Which lines of the entries contain the string "addColorStop"? Copy each of them.
--*--
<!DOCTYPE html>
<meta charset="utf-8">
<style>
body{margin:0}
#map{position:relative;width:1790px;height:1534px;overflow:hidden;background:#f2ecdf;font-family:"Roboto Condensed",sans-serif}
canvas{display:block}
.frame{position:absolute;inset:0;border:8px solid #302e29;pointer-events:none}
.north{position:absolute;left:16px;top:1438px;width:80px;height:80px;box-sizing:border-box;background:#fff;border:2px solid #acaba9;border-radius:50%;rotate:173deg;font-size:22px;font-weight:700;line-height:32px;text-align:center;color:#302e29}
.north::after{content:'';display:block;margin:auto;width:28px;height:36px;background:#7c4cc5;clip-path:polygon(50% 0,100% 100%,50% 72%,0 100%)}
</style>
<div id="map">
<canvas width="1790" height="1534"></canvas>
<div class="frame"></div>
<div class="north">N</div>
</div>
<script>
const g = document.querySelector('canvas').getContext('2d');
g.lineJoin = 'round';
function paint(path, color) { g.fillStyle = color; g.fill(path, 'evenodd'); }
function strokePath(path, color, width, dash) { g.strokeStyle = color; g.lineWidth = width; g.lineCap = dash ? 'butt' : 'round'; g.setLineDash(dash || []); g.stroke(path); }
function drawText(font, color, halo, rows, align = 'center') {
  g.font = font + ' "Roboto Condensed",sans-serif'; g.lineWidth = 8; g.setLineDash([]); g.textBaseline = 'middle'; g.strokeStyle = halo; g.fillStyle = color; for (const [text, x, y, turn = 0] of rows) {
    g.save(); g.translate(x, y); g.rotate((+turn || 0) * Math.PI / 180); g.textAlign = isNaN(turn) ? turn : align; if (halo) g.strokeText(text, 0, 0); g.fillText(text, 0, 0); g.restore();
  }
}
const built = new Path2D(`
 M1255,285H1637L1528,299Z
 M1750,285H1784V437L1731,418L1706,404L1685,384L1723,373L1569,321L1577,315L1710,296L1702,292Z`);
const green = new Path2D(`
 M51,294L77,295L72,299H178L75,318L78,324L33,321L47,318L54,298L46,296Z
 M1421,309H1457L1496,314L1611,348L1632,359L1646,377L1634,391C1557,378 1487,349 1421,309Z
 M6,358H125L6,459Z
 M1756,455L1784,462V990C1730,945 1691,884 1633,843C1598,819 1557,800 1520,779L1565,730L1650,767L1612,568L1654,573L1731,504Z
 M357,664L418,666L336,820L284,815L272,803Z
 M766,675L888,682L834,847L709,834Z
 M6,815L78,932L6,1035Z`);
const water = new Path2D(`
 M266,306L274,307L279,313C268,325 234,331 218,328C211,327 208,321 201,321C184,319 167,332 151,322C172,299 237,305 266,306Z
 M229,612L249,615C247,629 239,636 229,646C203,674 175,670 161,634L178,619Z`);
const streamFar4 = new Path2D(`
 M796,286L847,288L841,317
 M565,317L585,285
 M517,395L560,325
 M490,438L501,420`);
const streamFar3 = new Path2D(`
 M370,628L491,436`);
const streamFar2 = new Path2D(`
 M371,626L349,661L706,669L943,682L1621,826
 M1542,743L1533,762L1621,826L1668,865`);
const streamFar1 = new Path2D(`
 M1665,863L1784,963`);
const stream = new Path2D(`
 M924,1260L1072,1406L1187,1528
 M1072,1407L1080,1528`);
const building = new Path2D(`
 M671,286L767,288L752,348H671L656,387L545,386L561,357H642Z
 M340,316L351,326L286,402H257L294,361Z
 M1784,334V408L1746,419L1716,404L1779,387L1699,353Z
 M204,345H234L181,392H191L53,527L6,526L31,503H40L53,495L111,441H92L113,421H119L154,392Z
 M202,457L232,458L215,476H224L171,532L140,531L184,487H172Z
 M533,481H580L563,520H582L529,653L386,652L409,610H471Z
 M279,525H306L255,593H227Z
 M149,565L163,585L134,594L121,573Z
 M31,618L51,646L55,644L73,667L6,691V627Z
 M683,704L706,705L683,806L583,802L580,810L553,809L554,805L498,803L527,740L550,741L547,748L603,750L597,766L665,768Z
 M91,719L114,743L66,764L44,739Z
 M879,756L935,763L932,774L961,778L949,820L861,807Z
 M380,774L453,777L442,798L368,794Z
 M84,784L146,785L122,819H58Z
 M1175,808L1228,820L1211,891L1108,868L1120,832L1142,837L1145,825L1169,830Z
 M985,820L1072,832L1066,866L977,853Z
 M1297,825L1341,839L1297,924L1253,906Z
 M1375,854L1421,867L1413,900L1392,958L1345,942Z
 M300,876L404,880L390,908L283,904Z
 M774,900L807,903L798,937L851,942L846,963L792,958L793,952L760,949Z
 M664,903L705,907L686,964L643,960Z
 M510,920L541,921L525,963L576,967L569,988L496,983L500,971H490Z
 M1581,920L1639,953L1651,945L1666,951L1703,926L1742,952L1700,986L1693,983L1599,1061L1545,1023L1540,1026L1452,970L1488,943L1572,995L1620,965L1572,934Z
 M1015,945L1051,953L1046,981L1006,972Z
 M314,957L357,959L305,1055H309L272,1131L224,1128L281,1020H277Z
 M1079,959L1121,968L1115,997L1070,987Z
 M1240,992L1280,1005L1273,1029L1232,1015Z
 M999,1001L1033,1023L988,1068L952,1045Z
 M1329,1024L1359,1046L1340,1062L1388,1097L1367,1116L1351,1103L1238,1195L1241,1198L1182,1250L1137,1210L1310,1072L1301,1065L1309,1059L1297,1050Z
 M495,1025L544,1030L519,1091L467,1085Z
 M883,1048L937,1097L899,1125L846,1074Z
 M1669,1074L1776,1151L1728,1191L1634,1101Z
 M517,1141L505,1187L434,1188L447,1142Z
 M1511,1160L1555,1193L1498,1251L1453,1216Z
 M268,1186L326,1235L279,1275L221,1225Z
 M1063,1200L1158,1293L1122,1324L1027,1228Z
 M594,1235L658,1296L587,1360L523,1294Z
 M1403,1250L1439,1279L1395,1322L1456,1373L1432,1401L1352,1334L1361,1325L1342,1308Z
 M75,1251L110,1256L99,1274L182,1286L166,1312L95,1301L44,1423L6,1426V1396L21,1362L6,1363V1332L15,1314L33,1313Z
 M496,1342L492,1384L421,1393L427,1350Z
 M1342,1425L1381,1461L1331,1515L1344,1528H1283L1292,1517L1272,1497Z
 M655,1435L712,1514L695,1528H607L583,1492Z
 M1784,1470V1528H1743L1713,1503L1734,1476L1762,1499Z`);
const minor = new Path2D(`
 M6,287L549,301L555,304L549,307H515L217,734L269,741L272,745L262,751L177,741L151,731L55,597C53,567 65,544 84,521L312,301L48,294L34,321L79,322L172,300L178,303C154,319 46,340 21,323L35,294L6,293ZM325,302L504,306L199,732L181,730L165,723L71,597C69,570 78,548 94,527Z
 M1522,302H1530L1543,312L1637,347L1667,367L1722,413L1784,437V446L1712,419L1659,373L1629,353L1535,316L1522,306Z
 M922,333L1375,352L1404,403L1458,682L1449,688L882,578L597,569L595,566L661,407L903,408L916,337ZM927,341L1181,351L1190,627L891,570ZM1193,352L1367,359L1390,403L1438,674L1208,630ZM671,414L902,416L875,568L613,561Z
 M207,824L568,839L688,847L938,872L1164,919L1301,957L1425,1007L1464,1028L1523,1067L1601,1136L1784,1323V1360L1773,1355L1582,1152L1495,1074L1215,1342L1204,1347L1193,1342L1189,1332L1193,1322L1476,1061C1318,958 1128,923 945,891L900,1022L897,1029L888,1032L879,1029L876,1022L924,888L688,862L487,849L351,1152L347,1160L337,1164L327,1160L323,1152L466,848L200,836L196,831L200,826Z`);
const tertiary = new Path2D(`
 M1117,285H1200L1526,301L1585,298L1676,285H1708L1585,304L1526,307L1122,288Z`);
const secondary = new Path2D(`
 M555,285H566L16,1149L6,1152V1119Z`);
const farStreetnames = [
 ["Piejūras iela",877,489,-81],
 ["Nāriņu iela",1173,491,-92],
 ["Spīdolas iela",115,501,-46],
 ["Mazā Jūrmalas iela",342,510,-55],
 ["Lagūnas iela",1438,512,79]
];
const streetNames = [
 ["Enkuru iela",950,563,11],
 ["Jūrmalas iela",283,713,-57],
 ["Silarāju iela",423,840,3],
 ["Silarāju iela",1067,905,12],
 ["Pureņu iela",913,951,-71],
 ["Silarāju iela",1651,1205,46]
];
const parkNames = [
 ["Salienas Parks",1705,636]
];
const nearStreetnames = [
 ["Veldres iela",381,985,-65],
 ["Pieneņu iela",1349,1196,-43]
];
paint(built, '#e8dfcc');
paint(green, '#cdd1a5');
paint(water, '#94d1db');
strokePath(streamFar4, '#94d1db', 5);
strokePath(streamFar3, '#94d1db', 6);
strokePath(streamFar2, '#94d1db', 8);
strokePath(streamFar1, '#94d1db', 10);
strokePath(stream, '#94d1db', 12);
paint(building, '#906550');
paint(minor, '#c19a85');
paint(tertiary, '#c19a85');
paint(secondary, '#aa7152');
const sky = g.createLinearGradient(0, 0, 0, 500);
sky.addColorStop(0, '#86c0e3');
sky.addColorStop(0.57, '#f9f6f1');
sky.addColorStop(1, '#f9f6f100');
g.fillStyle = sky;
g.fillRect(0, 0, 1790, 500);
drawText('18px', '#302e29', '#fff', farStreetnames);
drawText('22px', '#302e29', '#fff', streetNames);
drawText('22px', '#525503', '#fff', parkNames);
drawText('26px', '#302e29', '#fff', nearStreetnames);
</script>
--*--
• **Your response**
sky.addColorStop(0, '#86c0e3');
sky.addColorStop(0.57, '#f9f6f1');
sky.addColorStop(1, '#f9f6f100');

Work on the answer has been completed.